For a successful gorilla safari, one must pack the right clothes and trekking gear. Here are some of the most important things that you should pack.
Put on your sturdiest trekking shoes with a rubber sole and thick trousers and a long-sleeved top as protection against vicious stinging nettles. It’s often cold when you set out, so start off with a sweatshirt or jersey which also help protect against nettles. The gorillas are thoroughly used to people, so it makes little difference whether you wear bright or muted colours. Whatever clothes you wear to go tracking are likely to get very dirty as you slip and slither in the mud, so if you have pre-muddied clothes you might as well wear them. When you are grabbing for handholds in thorny vegetation, a pair of old gardening gloves are helpful. If you feel safer with a walking stick, you will be offered a wooden one at the start of the ascent.
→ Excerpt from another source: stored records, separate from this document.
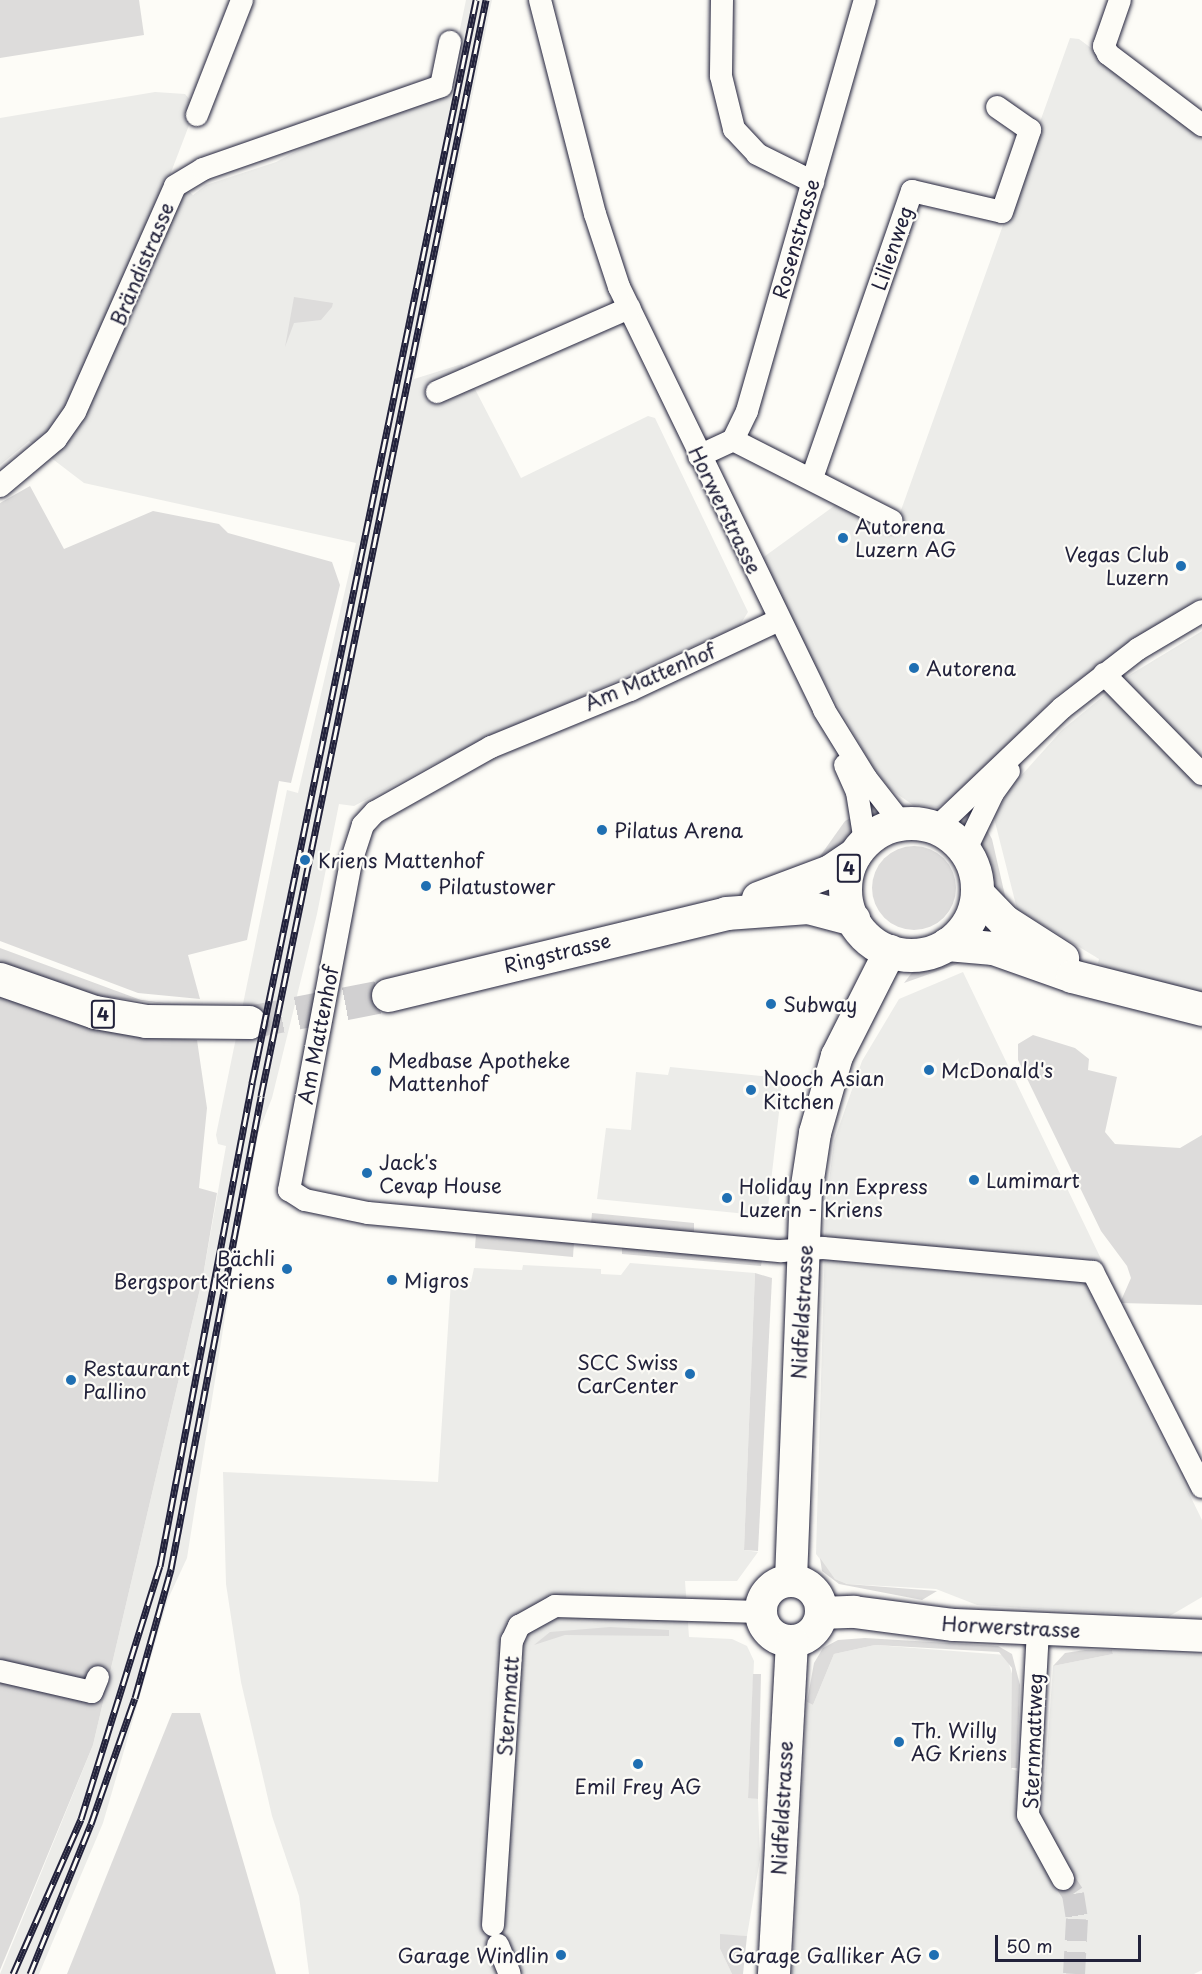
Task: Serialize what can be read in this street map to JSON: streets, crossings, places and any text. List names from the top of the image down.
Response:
{
  "streets": {
    "main road": ["4", "Ringstrasse"],
    "street": [
      "Rosenstrasse",
      "Lilienweg",
      "Brändistrasse",
      "Horwerstrasse",
      "Am Mattenhof",
      "Nidfeldstrasse",
      "Sternmatt",
      "Sternmattweg"
    ]
  },
  "crossings": [
    ["Horwerstrasse", "Am Mattenhof"],
    ["Horwerstrasse", "4"],
    ["Horwerstrasse", "Ringstrasse"],
    ["Horwerstrasse", "Nidfeldstrasse"],
    ["Horwerstrasse", "Sternmatt"],
    ["Horwerstrasse", "Sternmattweg"],
    ["Am Mattenhof", "Nidfeldstrasse"],
    ["4", "Ringstrasse"],
    ["4", "Nidfeldstrasse"],
    ["Ringstrasse", "Nidfeldstrasse"],
    ["Nidfeldstrasse", "Sternmatt"]
  ],
  "places": [
    "Autorena Luzern AG",
    "Vegas Club Luzern",
    "Autorena",
    "Pilatus Arena",
    "Kriens Mattenhof",
    "Pilatustower",
    "Subway",
    "McDonald's",
    "Medbase Apotheke Mattenhof",
    "Nooch Asian Kitchen",
    "Jack's Cevap House",
    "Lumimart",
    "Holiday Inn Express Luzern - Kriens",
    "Bächli Bergsport Kriens",
    "Migros",
    "SCC Swiss CarCenter",
    "Restaurant Pallino",
    "Th. Willy AG Kriens",
    "Emil Frey AG",
    "Garage Windlin",
    "Garage Galliker AG"
  ],
  "scale_bar": "50 m"
}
Carry as little as possible, ideally in a waterproof bag of some sort. During the rainy season, a poncho or raincoat might be a worthy addition to your daypack, while sunscreen, sunglasses and a hat are a good idea at any time of the year. You may well feel like a snack during the long hike, and should certainly carry enough drinking water at least one liter, more to visit the Susa group. Bottled water is sold in Ruhengeri. Especially during the rainy season, make sure your camera gear is well protected, if your bag isn’t waterproof, seal your camera gear in a plastic bag.
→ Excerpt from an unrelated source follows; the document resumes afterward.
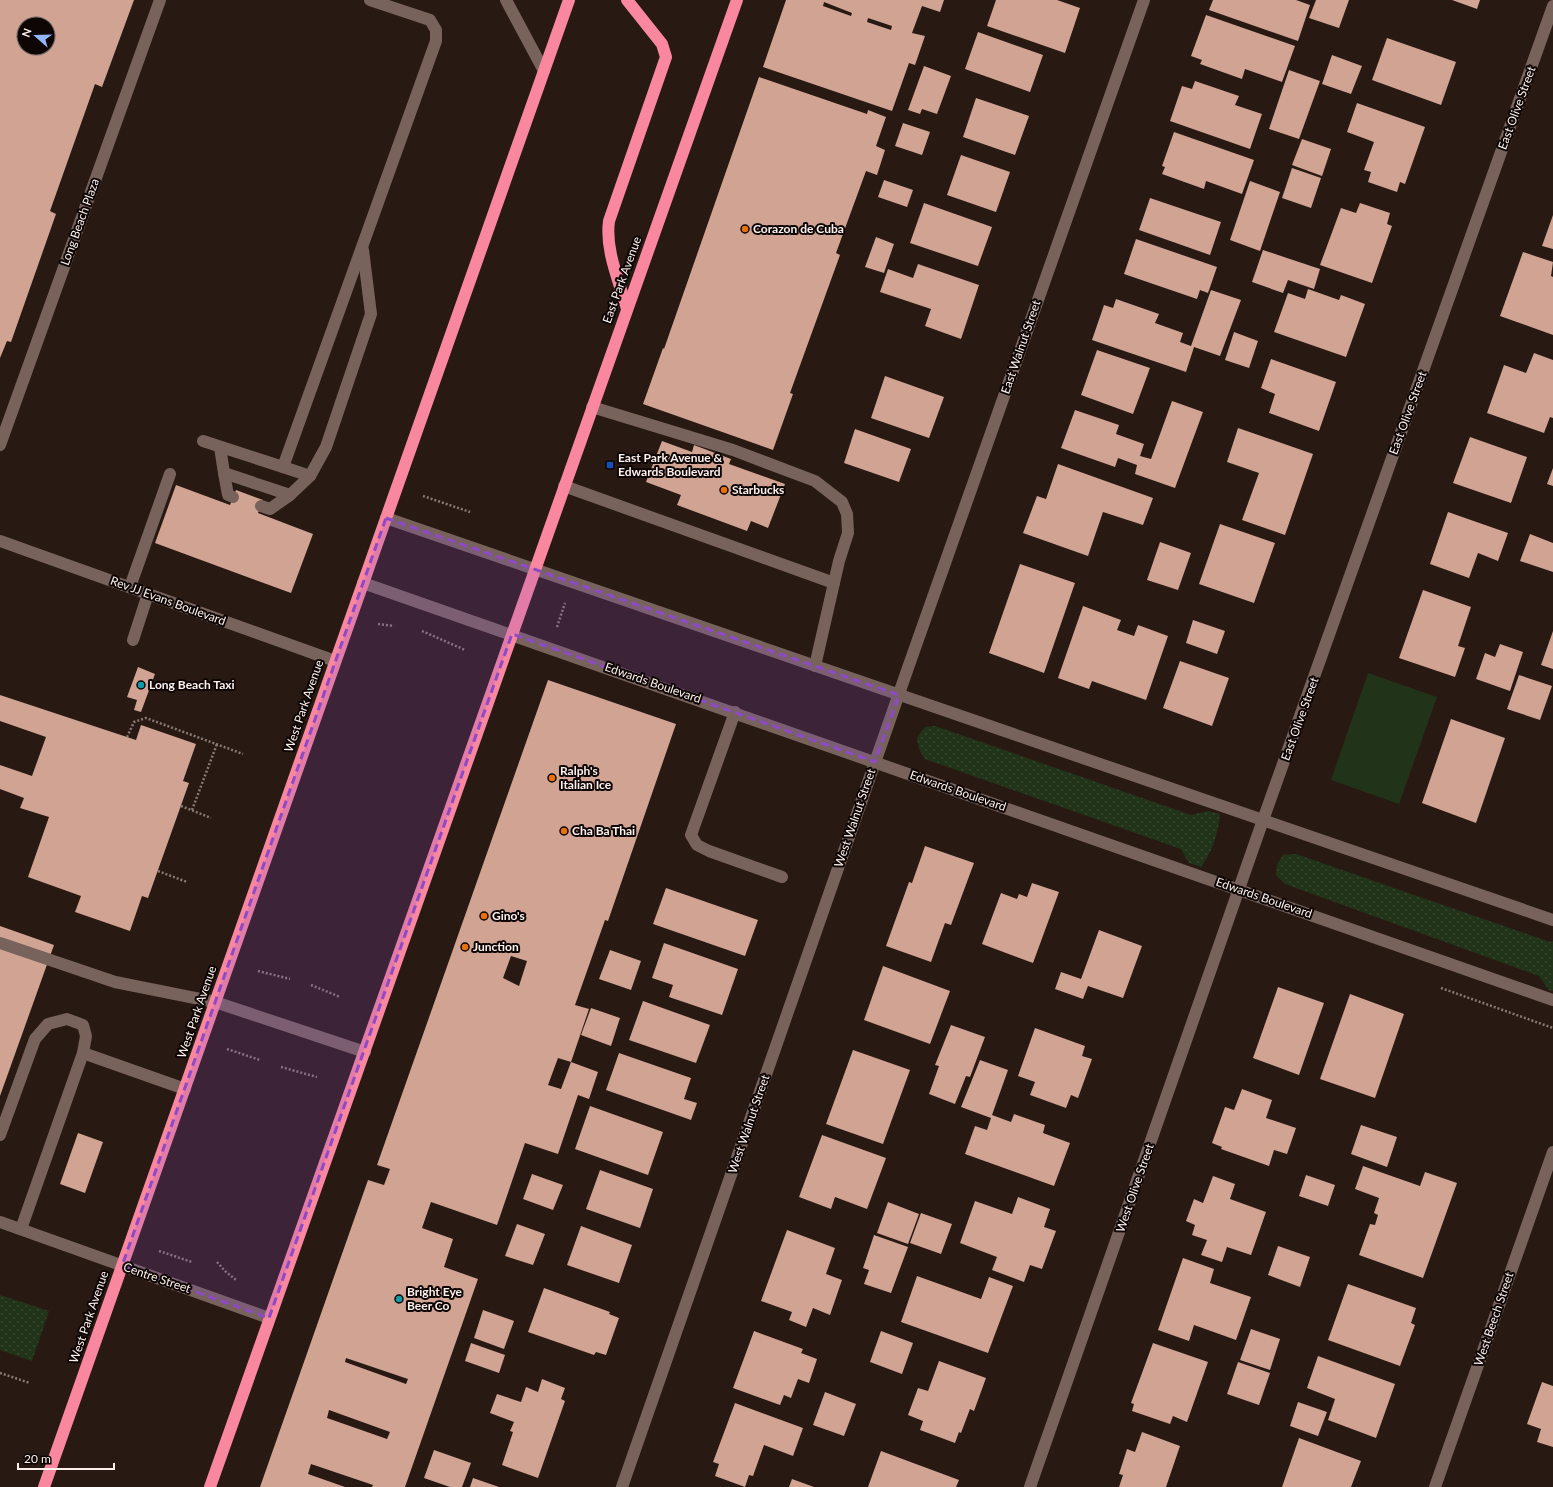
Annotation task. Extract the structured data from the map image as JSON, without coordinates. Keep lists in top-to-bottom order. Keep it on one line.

Binoculars are not necessary to see the gorillas. In theory birdwatchers might want to carry binoculars, though in practice only the most dedicated are likely to make use of them. The trek up to the gorillas is normally very directed, and walking up the steep slopes and through the thick vegetation tends to occupy one’s eyes and minds.
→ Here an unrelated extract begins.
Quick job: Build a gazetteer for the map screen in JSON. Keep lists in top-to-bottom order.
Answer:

If you are carrying much gear and food or water, it’s advisable to hire one of the porters who hang about at the car park in the hope of work. Locals always ask visitors to emphasize that it is not demeaning or exploitative to hire a porter to carry their daypack, on the contrary, tourists who refuse a porter for ‘ethical reasons’ are simply denying income to poor locals and making it harder for them to gain any benefit from tourism.